De forma simplificada, a genealogia das ações coletivas e individuais que compõem a

Ashura é descrita da seguinte maneira: primeiro, um recitador (mullah) narra de forma emotiva a

tragédia da morte de Hussein e lamenta os eventos ocorridos em Karbala, tendo como base os

relatos contados de maneira oral que depois foram resgatados e re-significados por Vaiz Kashifi no

livro Rawzat al-shuhada (O Jardim dos Mártires) escrito no século XVI, enquanto os ouvintes

reúnem-se para lamentar os eventos e batem de forma ritmada em seu peito (prática conhecida

como latmiyyat).

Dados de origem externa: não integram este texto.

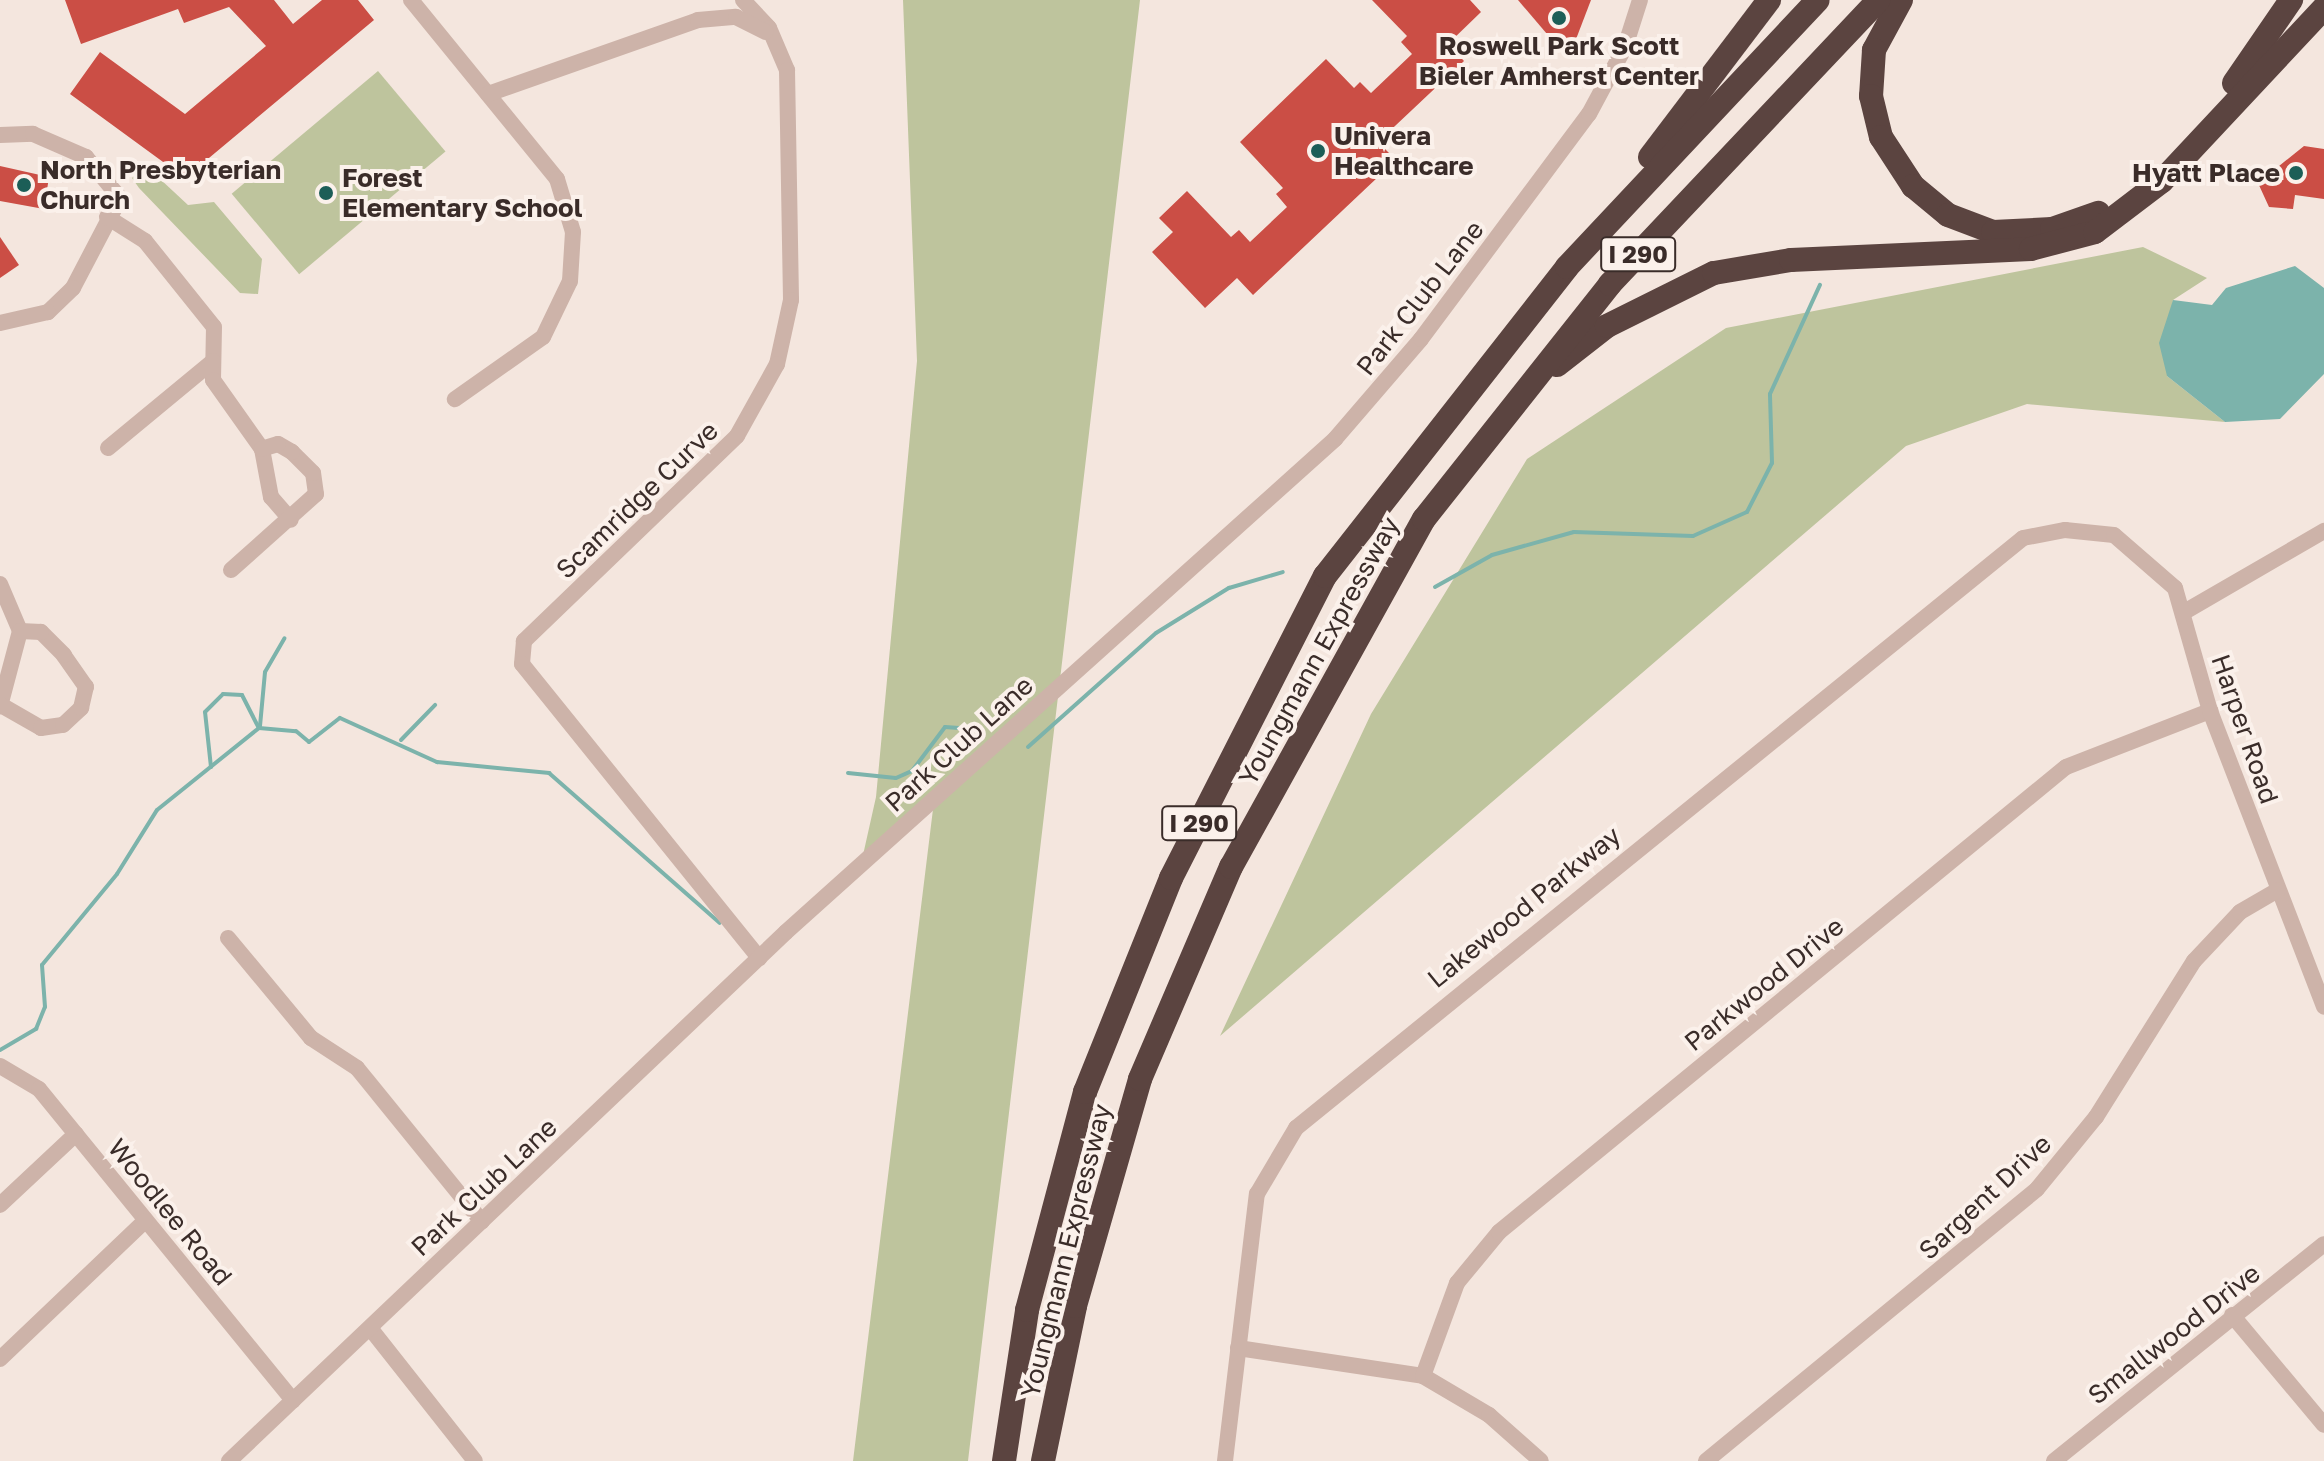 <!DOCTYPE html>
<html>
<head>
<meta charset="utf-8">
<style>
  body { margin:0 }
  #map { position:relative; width:2324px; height:1461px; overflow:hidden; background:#f4e6de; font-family:"Golos Text",sans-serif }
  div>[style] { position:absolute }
  .green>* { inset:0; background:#bec49d; transform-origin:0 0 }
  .water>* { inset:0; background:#7cb3ab }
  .stream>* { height:4px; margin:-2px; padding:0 2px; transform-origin:2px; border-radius:2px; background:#7cb3ab }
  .building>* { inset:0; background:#cb4e45 }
  .minor>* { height:16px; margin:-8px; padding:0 8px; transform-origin:8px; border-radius:8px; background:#cdb3a9 }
  .motorway>* { height:24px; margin:-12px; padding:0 12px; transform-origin:12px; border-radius:12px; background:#5b4440 }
  .dots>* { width:22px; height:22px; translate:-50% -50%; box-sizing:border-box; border:4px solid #fbf1eb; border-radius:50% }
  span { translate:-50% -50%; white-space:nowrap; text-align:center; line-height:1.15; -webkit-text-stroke:8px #fbf1eb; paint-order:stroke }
  .shield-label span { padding:2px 6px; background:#fbf1eb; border:2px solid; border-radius:6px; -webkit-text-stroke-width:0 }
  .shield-label { font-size:24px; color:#3a2c29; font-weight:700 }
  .poi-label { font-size:26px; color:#3a2c29; font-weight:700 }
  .left { translate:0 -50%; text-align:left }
  .right { translate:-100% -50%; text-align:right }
  .street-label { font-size:26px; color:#3a2c29 }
</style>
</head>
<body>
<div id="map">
  <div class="green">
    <i style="clip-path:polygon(903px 0,1140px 0,968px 1461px,853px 1461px,934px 801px,861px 864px,876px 797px,917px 361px)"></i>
    <i style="left:378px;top:71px;width:105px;height:191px;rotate:50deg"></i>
    <i style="clip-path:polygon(145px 165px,188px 205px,214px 202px,262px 259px,258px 294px,240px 293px,139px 188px,132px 178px)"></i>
    <i style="clip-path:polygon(2143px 247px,2207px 278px,2173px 300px,2167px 376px,2225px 422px,2027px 404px,1906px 446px,1220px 1036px,1371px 714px,1527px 459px,1726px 328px)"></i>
  </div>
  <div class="water">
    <i style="clip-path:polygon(2295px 266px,2324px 288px,2324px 374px,2280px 419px,2225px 422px,2167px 376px,2159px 343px,2173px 300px,2212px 305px,2226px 288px)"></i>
  </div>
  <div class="stream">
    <i style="left:1435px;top:587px;width:65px;rotate:-29.3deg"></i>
    <i style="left:1492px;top:555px;width:85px;rotate:-15.7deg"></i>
    <i style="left:1574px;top:532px;width:119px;rotate:1.9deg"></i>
    <i style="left:1693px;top:536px;width:59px;rotate:-24deg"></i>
    <i style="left:1747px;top:512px;width:55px;rotate:-63deg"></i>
    <i style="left:1772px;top:463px;width:69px;rotate:-91.7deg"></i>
    <i style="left:1770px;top:394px;width:120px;rotate:-65.4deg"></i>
    <i style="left:260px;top:726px;width:54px;rotate:-84.7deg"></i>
    <i style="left:265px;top:672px;width:39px;rotate:-60deg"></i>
    <i style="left:401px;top:740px;width:49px;rotate:-45.8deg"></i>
    <i style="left:1028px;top:747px;width:171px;rotate:-41.7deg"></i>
    <i style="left:1156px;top:633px;width:86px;rotate:-31.7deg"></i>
    <i style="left:1229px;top:588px;width:56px;rotate:-16.5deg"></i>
    <i style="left:211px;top:767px;width:55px;rotate:-96.2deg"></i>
    <i style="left:205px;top:712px;width:25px;rotate:-45deg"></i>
    <i style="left:223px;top:694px;width:19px;rotate:3deg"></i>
    <i style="left:242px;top:695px;width:37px;rotate:63deg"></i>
    <i style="left:848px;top:773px;width:48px;rotate:5.9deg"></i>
    <i style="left:896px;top:778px;width:17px;rotate:-24deg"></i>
    <i style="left:912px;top:771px;width:55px;rotate:-53.1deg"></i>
    <i style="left:945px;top:727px;width:32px;rotate:4deg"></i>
    <i style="left:0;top:1050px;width:42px;rotate:-30.3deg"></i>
    <i style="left:36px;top:1029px;width:24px;rotate:-68deg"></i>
    <i style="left:45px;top:1007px;width:42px;rotate:-94.1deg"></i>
    <i style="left:42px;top:965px;width:118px;rotate:-50.5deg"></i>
    <i style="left:117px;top:874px;width:75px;rotate:-58deg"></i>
    <i style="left:157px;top:810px;width:131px;rotate:-38.8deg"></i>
    <i style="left:259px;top:728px;width:37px;rotate:5deg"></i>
    <i style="left:296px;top:731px;width:17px;rotate:40deg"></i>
    <i style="left:309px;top:742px;width:39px;rotate:-38deg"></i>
    <i style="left:340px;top:718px;width:107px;rotate:24.4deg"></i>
    <i style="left:437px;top:762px;width:113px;rotate:5.6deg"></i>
    <i style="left:549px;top:773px;width:227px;rotate:41.3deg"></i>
  </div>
  <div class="building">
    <i style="clip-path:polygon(65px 0,274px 0,293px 24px,322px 0,358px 0,374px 20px,185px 178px,70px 94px,100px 52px,185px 114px,266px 46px,229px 7px,184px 23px,178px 9px,81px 44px)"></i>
    <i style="clip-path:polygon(1372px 0,1470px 0,1481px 12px,1448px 44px,1464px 61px,1378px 142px,1396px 160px,1253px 295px,1237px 278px,1205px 308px,1152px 252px,1173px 232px,1159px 218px,1187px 191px,1231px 237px,1239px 230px,1250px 242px,1287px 207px,1276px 194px,1283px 188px,1240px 142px,1326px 59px,1354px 88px,1360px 82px,1371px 93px,1412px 54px,1401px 42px,1407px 36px)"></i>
    <i style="clip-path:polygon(1518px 0,1591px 0,1573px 47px,1547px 34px)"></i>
    <i style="clip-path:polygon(2304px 146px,2324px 149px,2324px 199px,2295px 195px,2293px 209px,2269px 207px,2258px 183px)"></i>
    <i style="clip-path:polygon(0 166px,49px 177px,44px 209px,0 201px)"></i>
    <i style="clip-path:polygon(0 237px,19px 265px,0 278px)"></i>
  </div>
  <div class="minor">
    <i style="left:411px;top:0;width:231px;rotate:50.8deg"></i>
    <i style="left:557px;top:179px;width:55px;rotate:73.2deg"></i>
    <i style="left:573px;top:232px;width:49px;rotate:93.5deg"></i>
    <i style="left:570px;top:281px;width:62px;rotate:115.7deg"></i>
    <i style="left:543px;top:337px;width:108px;rotate:144.8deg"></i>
    <i style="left:743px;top:0;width:38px;rotate:47deg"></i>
    <i style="left:769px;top:28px;width:46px;rotate:66.8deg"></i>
    <i style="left:787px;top:70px;width:230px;rotate:89deg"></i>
    <i style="left:791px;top:300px;width:66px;rotate:102.3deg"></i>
    <i style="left:777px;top:364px;width:82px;rotate:119.1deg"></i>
    <i style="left:737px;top:436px;width:296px;rotate:136.1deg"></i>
    <i style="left:524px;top:641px;width:23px;rotate:95deg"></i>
    <i style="left:522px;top:664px;width:378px;rotate:51.1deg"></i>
    <i style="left:488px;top:94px;width:223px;rotate:-19.4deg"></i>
    <i style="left:698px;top:20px;width:38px;rotate:-5deg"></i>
    <i style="left:736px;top:17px;width:33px;rotate:27deg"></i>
    <i style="left:0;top:135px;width:33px;rotate:-2deg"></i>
    <i style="left:33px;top:134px;width:58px;rotate:23.5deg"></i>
    <i style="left:86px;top:157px;width:53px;rotate:50.3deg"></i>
    <i style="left:120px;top:198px;width:102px;rotate:117.6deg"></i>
    <i style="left:73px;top:288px;width:35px;rotate:136deg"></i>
    <i style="left:48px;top:312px;width:49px;rotate:167.1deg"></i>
    <i style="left:107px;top:217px;width:45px;rotate:32.3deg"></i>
    <i style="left:145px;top:241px;width:110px;rotate:51.3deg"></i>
    <i style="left:214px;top:327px;width:53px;rotate:91.1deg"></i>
    <i style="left:213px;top:380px;width:85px;rotate:54.6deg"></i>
    <i style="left:262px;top:449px;width:49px;rotate:79.4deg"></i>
    <i style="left:271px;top:497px;width:30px;rotate:49deg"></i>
    <i style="left:108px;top:448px;width:136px;rotate:-39.6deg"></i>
    <i style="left:231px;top:570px;width:114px;rotate:-41.8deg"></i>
    <i style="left:316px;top:494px;width:21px;rotate:-98deg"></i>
    <i style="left:313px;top:473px;width:30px;rotate:-135deg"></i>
    <i style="left:292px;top:452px;width:16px;rotate:-150deg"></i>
    <i style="left:278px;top:444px;width:17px;rotate:163deg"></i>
    <i style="left:0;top:584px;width:51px;rotate:66.9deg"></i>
    <i style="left:20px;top:631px;width:78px;rotate:104.9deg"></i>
    <i style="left:2186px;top:611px;width:160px;rotate:-30.1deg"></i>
    <i style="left:1px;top:705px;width:46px;rotate:29.9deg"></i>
    <i style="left:41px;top:728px;width:22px;rotate:-8deg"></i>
    <i style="left:63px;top:725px;width:25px;rotate:-43deg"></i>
    <i style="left:81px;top:708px;width:22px;rotate:-77deg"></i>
    <i style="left:86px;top:687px;width:39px;rotate:-125deg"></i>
    <i style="left:64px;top:655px;width:33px;rotate:-135deg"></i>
    <i style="left:41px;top:632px;width:21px;rotate:-177deg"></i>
    <i style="left:228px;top:938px;width:130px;rotate:50.3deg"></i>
    <i style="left:311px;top:1038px;width:55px;rotate:33.1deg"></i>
    <i style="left:357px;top:1068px;width:198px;rotate:50.9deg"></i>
    <i style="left:0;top:1066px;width:45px;rotate:30.5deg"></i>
    <i style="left:39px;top:1089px;width:402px;rotate:50.8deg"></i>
    <i style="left:0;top:1205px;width:104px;rotate:-43.1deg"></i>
    <i style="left:2232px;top:1315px;width:143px;rotate:50.1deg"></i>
    <i style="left:370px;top:1328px;width:169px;rotate:51.7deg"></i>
    <i style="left:1238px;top:1348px;width:187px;rotate:8.6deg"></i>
    <i style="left:1423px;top:1376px;width:77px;rotate:30.6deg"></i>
    <i style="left:1489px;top:1415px;width:69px;rotate:41.5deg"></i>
    <i style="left:0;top:1359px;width:200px;rotate:-43.6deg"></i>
    <i style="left:1423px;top:1376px;width:99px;rotate:-69.9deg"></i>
    <i style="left:1457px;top:1283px;width:66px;rotate:-50.5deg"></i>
    <i style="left:1499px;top:1232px;width:733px;rotate:-39.36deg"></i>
    <i style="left:2066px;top:767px;width:155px;rotate:-21.3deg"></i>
    <i style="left:229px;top:1461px;width:768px;rotate:-43.52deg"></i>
    <i style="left:786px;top:932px;width:738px;rotate:-41.92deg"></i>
    <i style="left:1335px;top:439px;width:132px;rotate:-49.3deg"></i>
    <i style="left:1421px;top:339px;width:281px;rotate:-53.3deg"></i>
    <i style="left:1589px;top:114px;width:76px;rotate:-61.8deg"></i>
    <i style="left:1625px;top:47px;width:49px;rotate:-72.3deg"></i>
    <i style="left:1225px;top:1461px;width:269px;rotate:-83.2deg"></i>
    <i style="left:1257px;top:1194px;width:77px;rotate:-59.4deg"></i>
    <i style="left:1296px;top:1128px;width:936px;rotate:-39.06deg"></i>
    <i style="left:2023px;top:538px;width:43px;rotate:-10.8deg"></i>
    <i style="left:2065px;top:530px;width:49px;rotate:5.8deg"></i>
    <i style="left:2114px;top:535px;width:81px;rotate:41deg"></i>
    <i style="left:2175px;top:588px;width:128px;rotate:74.1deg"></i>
    <i style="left:2210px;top:711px;width:317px;rotate:68.9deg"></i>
    <i style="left:1706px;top:1461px;width:428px;rotate:-39.4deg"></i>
    <i style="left:2037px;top:1189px;width:93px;rotate:-50.7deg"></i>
    <i style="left:2096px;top:1117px;width:184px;rotate:-57.9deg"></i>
    <i style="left:2194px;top:961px;width:67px;rotate:-46.8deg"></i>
    <i style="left:2240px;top:912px;width:44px;rotate:-30.1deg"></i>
    <i style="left:2054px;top:1461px;width:346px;rotate:-38.8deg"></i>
  </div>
  <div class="motorway">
    <i style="left:1901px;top:0;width:57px;rotate:118.4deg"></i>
    <i style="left:1874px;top:50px;width:46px;rotate:93.7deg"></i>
    <i style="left:1871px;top:96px;width:42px;rotate:76.3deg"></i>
    <i style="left:1881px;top:137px;width:59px;rotate:56.9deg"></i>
    <i style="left:1913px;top:186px;width:45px;rotate:39.6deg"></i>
    <i style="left:1948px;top:215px;width:48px;rotate:20.7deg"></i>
    <i style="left:1993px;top:232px;width:59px;rotate:-2.9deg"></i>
    <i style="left:2052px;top:229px;width:49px;rotate:-19.2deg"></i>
    <i style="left:2234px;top:83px;width:101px;rotate:-55.5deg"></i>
    <i style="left:1650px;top:157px;width:197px;rotate:-52.8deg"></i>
    <i style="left:1557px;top:365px;width:63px;rotate:-38deg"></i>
    <i style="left:1607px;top:326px;width:119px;rotate:-26.4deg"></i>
    <i style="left:1714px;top:273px;width:78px;rotate:-9.6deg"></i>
    <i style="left:1791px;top:260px;width:240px;rotate:-2.6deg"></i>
    <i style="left:2031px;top:249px;width:66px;rotate:-14.9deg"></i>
    <i style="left:2095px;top:232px;width:84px;rotate:-37.3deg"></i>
    <i style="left:2162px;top:181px;width:237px;rotate:-46.9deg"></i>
    <i style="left:1004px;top:1461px;width:153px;rotate:-81.3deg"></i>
    <i style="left:1027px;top:1310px;width:226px;rotate:-75.1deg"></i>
    <i style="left:1085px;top:1092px;width:231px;rotate:-68.1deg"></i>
    <i style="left:1171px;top:878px;width:339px;rotate:-63deg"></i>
    <i style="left:1325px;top:576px;width:392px;rotate:-51.9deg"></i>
    <i style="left:1567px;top:267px;width:366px;rotate:-46.8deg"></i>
    <i style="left:1043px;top:1461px;width:158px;rotate:-78.3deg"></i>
    <i style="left:1075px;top:1306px;width:236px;rotate:-74deg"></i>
    <i style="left:1140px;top:1079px;width:231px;rotate:-66.8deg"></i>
    <i style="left:1231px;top:867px;width:398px;rotate:-61deg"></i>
    <i style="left:1424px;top:519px;width:300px;rotate:-51.6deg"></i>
    <i style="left:1610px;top:284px;width:391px;rotate:-46.6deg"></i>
  </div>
  <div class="dots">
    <i style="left:1559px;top:18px;background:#1c5e57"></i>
    <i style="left:1318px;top:151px;background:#1c5e57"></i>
    <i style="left:2296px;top:173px;background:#1c5e57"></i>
    <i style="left:24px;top:185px;background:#1c5e57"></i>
    <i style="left:326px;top:193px;background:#1c5e57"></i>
  </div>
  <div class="shield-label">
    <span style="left:1638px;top:254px">I 290</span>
    <span style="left:1199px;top:823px">I 290</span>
  </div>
  <div class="poi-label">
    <span style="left:1559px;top:61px">Roswell Park Scott<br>Bieler Amherst Center</span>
    <span class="left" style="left:1334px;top:151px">Univera<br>Healthcare</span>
    <span class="left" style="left:40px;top:185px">North Presbyterian<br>Church</span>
    <span class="right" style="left:2280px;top:173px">Hyatt Place</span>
    <span class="left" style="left:342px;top:193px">Forest<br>Elementary School</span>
  </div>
  <div class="street-label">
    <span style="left:1420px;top:298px;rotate:-52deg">Park Club Lane</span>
    <span style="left:637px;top:500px;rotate:-44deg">Scamridge Curve</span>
    <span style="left:1319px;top:651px;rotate:-61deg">Youngmann Expressway</span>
    <span style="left:2245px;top:729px;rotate:71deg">Harper Road</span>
    <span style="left:959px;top:744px;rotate:-42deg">Park Club Lane</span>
    <span style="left:1524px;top:907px;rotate:-39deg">Lakewood Parkway</span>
    <span style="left:1764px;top:984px;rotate:-39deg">Parkwood Drive</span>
    <span style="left:484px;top:1187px;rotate:-43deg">Park Club Lane</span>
    <span style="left:1985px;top:1197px;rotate:-43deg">Sargent Drive</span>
    <span style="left:170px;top:1212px;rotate:51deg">Woodlee Road</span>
    <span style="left:1066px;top:1251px;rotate:-76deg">Youngmann Expressway</span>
    <span style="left:2174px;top:1334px;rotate:-38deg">Smallwood Drive</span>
  </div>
</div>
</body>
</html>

Depois, os fiéis realizam uma espécie de procissão funeral pelas ruas, em que o

caixão coberto de Hussein é carregado por homens vestindo preto enquanto outros homens cantam e

se autoflagelam – utilizando correntes, espadas ou facas – até que seu sangue fique evidente. Por

último, ocorre a encenação teatral dos eventos ocorridos em Karbala – a chamada Ta’ziyeh – em

que o momento no qual Hussein e seus seguidores foram cercados na planície de Karbala é contado

ao público com uma grande quantidade de detalhes, algo que às vezes é comparado com a

encenação da Paixão de Cristo realizada em países cristãos. Ainda neste sentido, uma referência à

dimensão política de Karbala pode ser observada nos rituais, visto que em algumas das encenações

feitas existe uma ênfase nas qualidades dos líderes xiitas, que por sua vez são contrastadas com a

conduta “antiética e vil” dos líderes sunitas que teriam usurpado o poder político ao retirarem de

Hussein (e consequentemente dos xiitas) o comando da comunidade muçulmana (AFARY e

ANDERSON,2011,p.83-84).

Entre os elementos centrais da narrativa dos eventos ocorrido em Karbala figuram as idéias

de sofrimento, compaixão, justiça e até mesmo de sacrifício por um bem maior (traduzido através

da noção de martírio).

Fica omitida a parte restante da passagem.